(Records supplied Opens)
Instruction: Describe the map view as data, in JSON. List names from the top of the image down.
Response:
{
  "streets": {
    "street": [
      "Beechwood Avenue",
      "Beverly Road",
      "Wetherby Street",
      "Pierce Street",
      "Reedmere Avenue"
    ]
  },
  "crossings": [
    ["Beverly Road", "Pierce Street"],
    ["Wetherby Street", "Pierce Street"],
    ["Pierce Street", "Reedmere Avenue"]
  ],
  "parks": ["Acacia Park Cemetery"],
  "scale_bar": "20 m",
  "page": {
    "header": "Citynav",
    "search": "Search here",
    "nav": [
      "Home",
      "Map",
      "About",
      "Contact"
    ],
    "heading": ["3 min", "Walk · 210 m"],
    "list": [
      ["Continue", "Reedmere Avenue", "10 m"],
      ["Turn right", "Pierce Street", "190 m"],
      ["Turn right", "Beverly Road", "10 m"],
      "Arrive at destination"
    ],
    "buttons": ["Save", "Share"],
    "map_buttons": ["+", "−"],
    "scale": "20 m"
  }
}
(Records supplied Closes)
Your answer must consist of every line above, reproduced exactly.

Instruction: Describe the map view as data, in JSON. List names from the top of the image down.
Response:
{
  "streets": {
    "street": [
      "Beechwood Avenue",
      "Beverly Road",
      "Wetherby Street",
      "Pierce Street",
      "Reedmere Avenue"
    ]
  },
  "crossings": [
    ["Beverly Road", "Pierce Street"],
    ["Wetherby Street", "Pierce Street"],
    ["Pierce Street", "Reedmere Avenue"]
  ],
  "parks": ["Acacia Park Cemetery"],
  "scale_bar": "20 m",
  "page": {
    "header": "Citynav",
    "search": "Search here",
    "nav": [
      "Home",
      "Map",
      "About",
      "Contact"
    ],
    "heading": ["3 min", "Walk · 210 m"],
    "list": [
      ["Continue", "Reedmere Avenue", "10 m"],
      ["Turn right", "Pierce Street", "190 m"],
      ["Turn right", "Beverly Road", "10 m"],
      "Arrive at destination"
    ],
    "buttons": ["Save", "Share"],
    "map_buttons": ["+", "−"],
    "scale": "20 m"
  }
}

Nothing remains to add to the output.